I have no idea what relevance this reading will have for me later on. If you ask me now, probably not much.
Still, the book made for good company during a couple of days traveling through Fujikawaguchiko, Osaka, and Kyoto, and that's enough for me.
Less of a book about aesthetics and more about the Japanese appreciation for nuance and the beauty of transience/time (which is most easily expressed through talking about the visual, I guess). Tanizaki crafts compelling arguments rooted in history/reality rather than abstract philosophical argument, but I can't help feel that his undercurrent of disdain and condescension sours his praise a little. You can appreciate the difference in tastes (western vs Japanese) without putting the other side down.
Like the title states, this book is written in praise of shadows. It compares a lot of the Japanese ideals with the western ones and interestingly draws parallels between them.
It reiterates how subtle, mindful, and intentional the Japanese are with just about everything, and in it's own unique way calls out to the Japanese youth to embrace themselves, to embrace a part of them that while it may be different, has its own beauty.
The characteristics described sort of put my explorations of East Asian art and literature in a new light and has made me appreciate the importance of shadows in a way I'd never thought of before.

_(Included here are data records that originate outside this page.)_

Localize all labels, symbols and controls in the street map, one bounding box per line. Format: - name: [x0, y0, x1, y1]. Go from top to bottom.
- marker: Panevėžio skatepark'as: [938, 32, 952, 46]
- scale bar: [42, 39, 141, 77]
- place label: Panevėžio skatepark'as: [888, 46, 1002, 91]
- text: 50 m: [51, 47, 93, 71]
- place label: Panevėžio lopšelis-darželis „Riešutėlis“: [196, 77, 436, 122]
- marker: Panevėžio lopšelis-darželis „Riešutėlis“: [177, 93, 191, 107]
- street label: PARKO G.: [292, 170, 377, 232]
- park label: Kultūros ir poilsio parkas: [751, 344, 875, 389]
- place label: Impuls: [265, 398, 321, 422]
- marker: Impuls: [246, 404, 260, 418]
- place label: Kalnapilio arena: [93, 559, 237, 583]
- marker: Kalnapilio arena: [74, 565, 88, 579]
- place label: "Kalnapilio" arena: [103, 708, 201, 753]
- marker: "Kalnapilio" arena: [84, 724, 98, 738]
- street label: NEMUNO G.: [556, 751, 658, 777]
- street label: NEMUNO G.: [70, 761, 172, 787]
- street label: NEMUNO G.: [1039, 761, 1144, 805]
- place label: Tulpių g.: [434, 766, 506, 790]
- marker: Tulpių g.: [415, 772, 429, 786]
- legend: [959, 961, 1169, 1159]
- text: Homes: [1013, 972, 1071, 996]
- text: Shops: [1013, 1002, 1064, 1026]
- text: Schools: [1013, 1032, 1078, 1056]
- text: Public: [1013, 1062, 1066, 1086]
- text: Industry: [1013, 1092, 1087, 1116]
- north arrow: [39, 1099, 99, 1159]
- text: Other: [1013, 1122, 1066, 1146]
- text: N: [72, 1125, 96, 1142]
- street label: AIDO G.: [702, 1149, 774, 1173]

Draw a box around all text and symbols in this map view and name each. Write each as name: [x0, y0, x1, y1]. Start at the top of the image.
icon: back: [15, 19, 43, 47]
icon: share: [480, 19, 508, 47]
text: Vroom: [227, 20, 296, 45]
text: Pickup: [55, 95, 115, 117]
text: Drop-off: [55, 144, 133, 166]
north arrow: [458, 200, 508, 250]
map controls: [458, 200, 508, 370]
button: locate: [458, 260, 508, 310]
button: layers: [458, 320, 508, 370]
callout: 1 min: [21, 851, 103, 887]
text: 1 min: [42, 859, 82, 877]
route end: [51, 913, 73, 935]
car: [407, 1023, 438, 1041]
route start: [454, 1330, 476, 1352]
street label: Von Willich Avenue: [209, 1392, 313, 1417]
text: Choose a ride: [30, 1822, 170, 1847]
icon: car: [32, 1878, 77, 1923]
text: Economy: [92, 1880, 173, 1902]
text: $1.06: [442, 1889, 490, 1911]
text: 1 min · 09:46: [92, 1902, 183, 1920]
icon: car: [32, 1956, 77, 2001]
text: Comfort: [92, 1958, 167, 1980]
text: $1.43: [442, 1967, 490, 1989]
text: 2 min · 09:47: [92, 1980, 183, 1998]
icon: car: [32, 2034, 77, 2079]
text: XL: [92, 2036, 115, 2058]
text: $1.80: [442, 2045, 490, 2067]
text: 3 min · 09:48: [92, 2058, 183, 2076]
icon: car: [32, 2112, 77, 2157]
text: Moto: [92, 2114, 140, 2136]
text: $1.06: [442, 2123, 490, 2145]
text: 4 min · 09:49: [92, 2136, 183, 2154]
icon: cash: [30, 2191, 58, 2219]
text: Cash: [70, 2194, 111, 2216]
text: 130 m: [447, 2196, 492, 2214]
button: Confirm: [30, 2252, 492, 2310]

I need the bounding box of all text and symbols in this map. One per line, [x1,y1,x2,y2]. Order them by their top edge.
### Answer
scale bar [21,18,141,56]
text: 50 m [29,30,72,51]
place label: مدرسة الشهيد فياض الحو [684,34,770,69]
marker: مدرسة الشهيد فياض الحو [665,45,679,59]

An aesthetic exploration of Japan. One statement I found particularly interesting was that if Japan had been allowed to advance on its own cultural and aesthetic terms, instead of being forced to adopt Western inventions and practices, its inventions would have been more suited to traditional practices (i.e brush fountain pen). Would re-read.
This seemed to me like an interesting opinion on the subjectivity of beauty and value of impurity before we got to full-blown “old man yelling at the cloud”-moments with an unhealthy dose of sexism and racism, and some completely confused views on science.
All while reading I tried to refrain from being too judgmental but in the end there were too many things that I can't easily gloss over. Someone called it a tongue-in-cheek work but I honestly couldn't see it as such. Even when Tanizaki was describing the poetic qualities of toilets (confusingly, this I actually felt the most agreeable of his opinions).